ナゲットぶん投げ屋さんの作品が複数のデジタルプラットフォームで入手できるようになっている点は、このデジタル化の流れに乗った動きだ。電子書籍化によって、地方在住のファンや海外の日本語BL読者にもリーチできるようになっている。物理的な距離を超えて作品が届くことは、サークルにとっても読者にとっても大きなメリットだ。
一方で、紙の同人誌が持つ温かみや、即売会での作家との直接のやり取りを好むファンも根強く存在する。手書きのメッセージが添えられた新刊を手に取る体験は、デジタルでは再現できないものがある。ナゲットぶん投げ屋さんが今後どのようにリアルとデジタルのバランスを取っていくかも、注目ポイントのひとつだ。
これからのナゲットぶん投げ屋さんに注目すべき理由
ユニークなサークル名、独自のオリジナルキャラクター、多彩な作品ジャンル展開、そしてBL専門サイトや中古市場での流通実績。これらを総合すると、ナゲットぶん投げ屋さんは日本の同人文化の中でしっかりと根を張ったサークルであることが見えてくる。

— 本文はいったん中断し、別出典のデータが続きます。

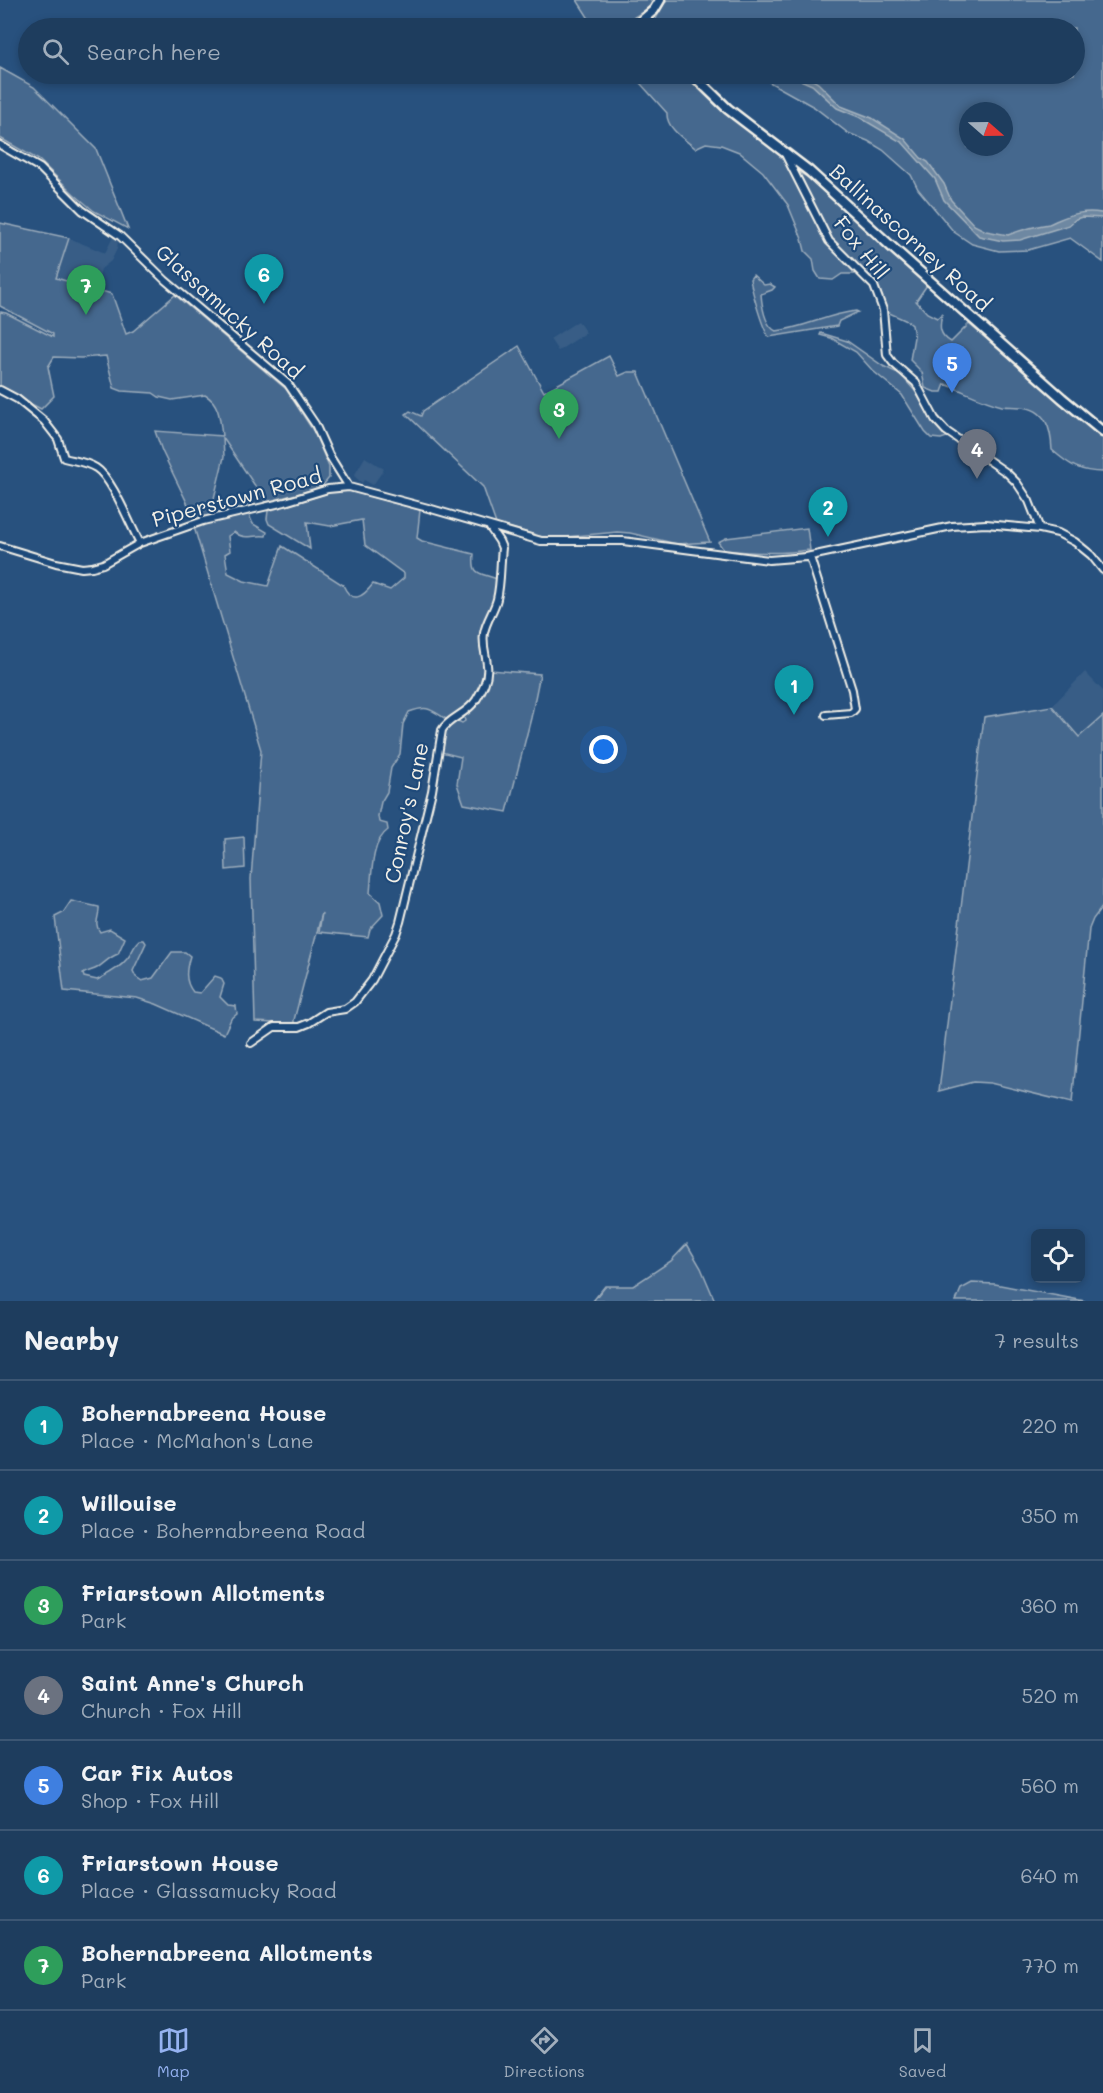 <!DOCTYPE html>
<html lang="en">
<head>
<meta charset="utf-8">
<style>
  body { margin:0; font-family:Mali,sans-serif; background:#264464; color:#f1f3f6 }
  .controls { position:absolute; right:18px; bottom:18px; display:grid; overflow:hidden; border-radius:9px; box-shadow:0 3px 9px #0003 }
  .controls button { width:54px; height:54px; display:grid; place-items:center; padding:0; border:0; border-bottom:2px solid #3c5673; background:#1e3d5e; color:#f1f3f6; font:30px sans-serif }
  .compass { position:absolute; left:959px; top:102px; width:54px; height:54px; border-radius:50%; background:#1e3d5e; box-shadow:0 3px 9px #0003; rotate:110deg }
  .you { position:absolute; left:604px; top:750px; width:21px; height:21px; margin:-15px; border:4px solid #fff; border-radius:50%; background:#1a73e8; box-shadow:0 0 0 9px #1a73e833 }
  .badge { display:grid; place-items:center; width:39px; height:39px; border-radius:50%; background:#95b2f1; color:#fff; font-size:20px; font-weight:700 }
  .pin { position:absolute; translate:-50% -50px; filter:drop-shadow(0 2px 3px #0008) }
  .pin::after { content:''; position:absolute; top:32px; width:21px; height:18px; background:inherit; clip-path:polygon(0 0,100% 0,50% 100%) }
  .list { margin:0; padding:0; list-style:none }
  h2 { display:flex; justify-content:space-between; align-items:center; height:78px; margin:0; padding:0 24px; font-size:26px }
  h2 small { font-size:20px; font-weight:400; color:#a1aebc }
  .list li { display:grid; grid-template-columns:39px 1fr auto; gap:18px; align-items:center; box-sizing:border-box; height:90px; padding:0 24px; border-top:2px solid #3c5673 }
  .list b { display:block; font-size:22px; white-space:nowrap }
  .list p { margin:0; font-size:20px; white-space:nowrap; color:#a1aebc }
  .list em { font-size:20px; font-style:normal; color:#a1aebc }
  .icon { flex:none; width:33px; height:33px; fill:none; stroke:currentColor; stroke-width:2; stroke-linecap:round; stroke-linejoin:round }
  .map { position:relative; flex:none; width:1103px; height:1301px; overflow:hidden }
  .search { position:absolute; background:#1e3d5e; box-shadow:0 3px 9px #0003; left:18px; right:18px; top:18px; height:66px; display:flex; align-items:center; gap:15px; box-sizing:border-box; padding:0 21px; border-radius:33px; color:#a1aebc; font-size:22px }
  .sheet { height:708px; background:#1e3d5e }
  nav { display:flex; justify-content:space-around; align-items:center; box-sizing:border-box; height:84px; border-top:2px solid #3c5673; background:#1e3d5e; font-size:16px; color:#a1aebc }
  nav a { display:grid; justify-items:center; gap:3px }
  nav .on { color:#95b2f1 }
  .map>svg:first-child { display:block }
  .built { fill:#375d86 }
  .green { fill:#45688e; stroke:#9cacbb; stroke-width:1.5; fill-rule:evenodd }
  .water { fill:#6e88a2; stroke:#a4b2be; stroke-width:1.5 }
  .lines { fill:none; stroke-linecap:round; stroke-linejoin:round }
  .minor-casing { stroke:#f4f1e8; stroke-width:10 }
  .major-casing { stroke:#f4f1e8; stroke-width:13 }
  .minor { stroke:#1f4a7a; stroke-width:6 }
  .major { stroke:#1f4a7a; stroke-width:8 }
  .labels { text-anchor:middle; stroke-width:4.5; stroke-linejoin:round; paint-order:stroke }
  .street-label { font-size:21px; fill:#f4f1e8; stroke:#1f4a7a }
</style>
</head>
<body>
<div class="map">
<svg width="1103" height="1301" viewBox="0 0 1103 1301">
  <rect width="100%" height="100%" fill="#28517e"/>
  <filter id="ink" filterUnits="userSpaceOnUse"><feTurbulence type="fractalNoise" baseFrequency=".0167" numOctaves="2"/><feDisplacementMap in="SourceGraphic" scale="12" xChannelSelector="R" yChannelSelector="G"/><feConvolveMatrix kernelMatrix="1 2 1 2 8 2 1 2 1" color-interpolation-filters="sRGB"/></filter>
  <g filter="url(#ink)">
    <path class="built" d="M113,237L118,240L117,249L111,261L101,269L96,288L56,278L69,238L105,253Z
      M578,321L586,333L558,351L550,339Z
      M365,457L384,469L373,485L364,480L362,483L354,476Z
      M1085,672L1103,691V715L1079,737L1052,706Z"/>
    <path class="green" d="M577,0H653L651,7L634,17L637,28H595Z
      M666,0H1103V262L1070,238L1028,250L999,251L972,244L954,232L918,189L911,175L883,150L868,141L848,133L814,107L764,79L746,74H1074V28H651ZM968,111H1004V147H968Z
      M0,68L34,87L96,149L128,229L94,211L74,194L39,160L0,138Z
      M632,74H686L729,117L760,138L779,152L793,169L807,177L927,285L916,301L927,313L937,318L942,314C939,327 939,335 951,342L969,324L1103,438V472C1080,472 1069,465 1052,450C1051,428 1046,409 1021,407C1014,406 1008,407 1002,406C982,401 964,391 945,384L942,392H935L925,388L922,372L910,360L914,337L912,325L907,321L887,312L865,274H842L833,280L820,279L815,271L813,259L805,251L802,239L788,205L763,172L739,152L721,145L706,143L695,148C684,139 666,128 667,113Z
      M0,223L69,238L56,278L112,294L126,334L133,331L175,295L286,389L314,432L329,467V478L324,484L315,489L266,502L223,438L224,457L210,515L195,519L162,451L155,431L222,436C220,421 220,403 205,395L172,400L159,397L153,393L122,391L114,388L106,356L81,358L54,357L48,367L54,396L41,409L4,390L0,387V312L6,313L53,337V334L0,306Z
      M753,275L764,285L770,284L775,287L772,290L761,294C762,306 765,326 776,331C804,328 828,314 856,311L858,312L839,321L837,326L769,337C762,328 752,291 750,279Z
      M821,333L847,341L883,366L900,374L915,391L933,423L947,437L941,439L931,438L925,432L902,395L873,371L856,352L831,338L820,335Z
      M519,346L544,392L609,356L619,376L628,372H638L710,542L677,544L630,533L617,532L565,537H543L496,524L483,487L406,414L410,411L421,416L423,411Z
      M335,491H350L420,510L417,538L422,541L474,554C472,576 478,572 497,579C497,587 496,595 494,602C491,612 484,622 482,633C480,644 483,654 484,665C485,690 467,709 446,719C430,709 428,705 409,712L403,724L400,754L391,768L387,792L381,802L378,816L379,822L387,824L388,830C371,842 372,874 370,893L380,902L383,915L370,929L368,937L319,932L322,913L294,1020V1024L255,1022L251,879L261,750L194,527L248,513L253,524L267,532L266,536C255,534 244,541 234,532L228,536L230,551L225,554L228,573L244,581L268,586L282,546L343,585C352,605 363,597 373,584L390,590L404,578V574L365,545L362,520L330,526L307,522L310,549L269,524L267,519L268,511Z
      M807,528L810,550C781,554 753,553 724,550L718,542L726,538Z
      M490,670L540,674L531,718L507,812L464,804L457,784L461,757L441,752C443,738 443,727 458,721L462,723L465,721L464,717C476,702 488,690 490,670Z
      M1052,706L1079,737L1103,716V906L1093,919L1089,929L1072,1103L990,1083L973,1082L939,1091L984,717Z
      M244,837L245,868L226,870L225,839Z
      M71,901L99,907C100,916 93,923 100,932L110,929L125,938L118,954C109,957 105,963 97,968C92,971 88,970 83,974L84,977L97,980C106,975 119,969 126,960C132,954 133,946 140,940H144L146,943L133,971L136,977L142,981L153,978L172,952H185L190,956C186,969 184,981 193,992L200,993L215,976L221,978L224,984L220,997L228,1005L236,1006L237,1014L231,1019L224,1034L156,1004L137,998L64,991L55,917L63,913Z
      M687,1244L701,1268L715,1301H593L605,1286H633L671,1261Z
      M972,1283L995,1284L1085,1301H956L961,1289Z"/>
    <path class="water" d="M795,74H803L818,83L841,106L872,118L905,139L921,158L928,162L944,184L951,200L974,225L986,231L1008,235C1021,230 1035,226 1049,224C1052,223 1055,221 1058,220C1072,214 1085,210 1101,213H1103V218L1082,217L1076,219L1069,225L1020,240L1003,241L979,236L944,200L935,179L903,143L859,117L837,108L812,85L800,80Z"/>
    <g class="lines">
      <g class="minor-casing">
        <path id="minor" d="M0,145L40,168L82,210L120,236L165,280L288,384L315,424L329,455L349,487
          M786,156L829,241L874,286L883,310L887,355L893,363L916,383L935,419L946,431L1007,473L1017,483L1029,501L1040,529
          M0,390L17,399L44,421L58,439L64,458C75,461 87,462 96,468C112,478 130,525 140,543
          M0,546L56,563L82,568L92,567L103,564L140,543L203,521L285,502L328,489L349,487L428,508L541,541H623L769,560L806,557L952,526L986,524L1040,529L1058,533L1075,542L1091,555L1103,570
          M810,557L852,690L855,709L851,713L826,715
          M251,1043L274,1027H299L309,1023L326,1012L345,1009L355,1002L372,980L396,934L400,922L432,791L442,730C450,717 467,714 476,700C482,690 489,678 487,665C486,654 482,645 484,633C486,621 494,611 497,599C501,583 500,565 502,548L499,541L490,528"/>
      </g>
      <g class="major-casing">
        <path id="major" d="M642,28L640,22L654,10L660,0
          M692,74L728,109L809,171L894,249L1062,398L1103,432"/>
      </g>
      <use href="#minor" class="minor"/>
      <use href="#major" class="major"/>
    </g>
  </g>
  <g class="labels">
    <g class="street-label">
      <text transform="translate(910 238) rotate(42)" y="7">Ballinascorney Road</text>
      <text transform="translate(861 248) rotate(51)" y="7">Fox Hill</text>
      <text transform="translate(229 312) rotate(42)" y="7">Glassamucky Road</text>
      <text transform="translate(237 498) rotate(-15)" y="7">Piperstown Road</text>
      <text transform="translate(407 813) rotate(-78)" y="7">Conroy's Lane</text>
    </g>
  </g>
</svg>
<div class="controls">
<button><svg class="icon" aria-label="locate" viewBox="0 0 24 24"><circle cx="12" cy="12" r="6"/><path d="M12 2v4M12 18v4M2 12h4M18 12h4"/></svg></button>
</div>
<svg class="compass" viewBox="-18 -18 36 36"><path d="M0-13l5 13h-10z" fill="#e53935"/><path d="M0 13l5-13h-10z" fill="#a1aebc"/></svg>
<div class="you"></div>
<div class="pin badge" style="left:794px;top:715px;background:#0f9aa8">1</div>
<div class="pin badge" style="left:828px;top:537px;background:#0f9aa8">2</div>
<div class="pin badge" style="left:559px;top:439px;background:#2e9e5b">3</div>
<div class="pin badge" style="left:977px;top:479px;background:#6b7280">4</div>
<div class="pin badge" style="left:952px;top:393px;background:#3f7fe0">5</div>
<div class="pin badge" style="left:264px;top:304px;background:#0f9aa8">6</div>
<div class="pin badge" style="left:86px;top:315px;background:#2e9e5b">7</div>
<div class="search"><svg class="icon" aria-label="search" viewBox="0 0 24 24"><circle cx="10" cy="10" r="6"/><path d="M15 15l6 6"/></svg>Search here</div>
</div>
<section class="sheet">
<h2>Nearby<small>7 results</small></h2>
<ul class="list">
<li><span class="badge" style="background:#0f9aa8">1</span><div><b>Bohernabreena House</b><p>Place · McMahon's Lane</p></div><em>220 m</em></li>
<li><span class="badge" style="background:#0f9aa8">2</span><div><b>Willouise</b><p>Place · Bohernabreena Road</p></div><em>350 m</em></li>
<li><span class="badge" style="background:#2e9e5b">3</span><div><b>Friarstown Allotments</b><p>Park</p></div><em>360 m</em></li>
<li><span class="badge" style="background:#6b7280">4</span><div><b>Saint Anne's Church</b><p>Church · Fox Hill</p></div><em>520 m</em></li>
<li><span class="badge" style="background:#3f7fe0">5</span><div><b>Car Fix Autos</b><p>Shop · Fox Hill</p></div><em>560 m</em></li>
<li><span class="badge" style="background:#0f9aa8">6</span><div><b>Friarstown House</b><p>Place · Glassamucky Road</p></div><em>640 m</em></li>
<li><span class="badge" style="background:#2e9e5b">7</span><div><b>Bohernabreena Allotments</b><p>Park</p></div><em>770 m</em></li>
</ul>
</section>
<nav>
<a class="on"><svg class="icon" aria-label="map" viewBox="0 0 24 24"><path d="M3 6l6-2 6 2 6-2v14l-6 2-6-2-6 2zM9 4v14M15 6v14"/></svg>Map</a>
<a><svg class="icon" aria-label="directions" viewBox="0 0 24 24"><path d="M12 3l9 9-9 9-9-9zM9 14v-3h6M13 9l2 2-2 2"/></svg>Directions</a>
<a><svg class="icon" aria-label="saved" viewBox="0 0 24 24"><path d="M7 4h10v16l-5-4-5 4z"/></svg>Saved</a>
</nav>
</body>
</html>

新しい作品が発表されるたびにSNSで話題が生まれ、ファンが感想を共有し、新規読者がその波に乗ってくる。このサイクルが続く限り、サークルの存在感は薄れない。むしろ、BL同人文化がデジタルを通じてより広い層に浸透するにつれ、ナゲットぶん投げ屋さんのような個性的なサークルへの注目は高まっていく可能性がある。
最新情報を追いかけるなら、X(旧Twitter)での公式アカウントをフォローするか、BOOTH・ちるちるといったプラットフォームで定期的に作品ページをチェックするのが最も確実だ。新刊情報やイベント参加告知はSNSで発信されることが多く、見逃さないための工夫が必要になる。
名前のインパクトに惑わされることなく、ぜひ作品そのものと向き合ってほしい。ナゲットぶん投げ屋さんの世界観は、一度踏み込めばきっと抜け出せなくなる。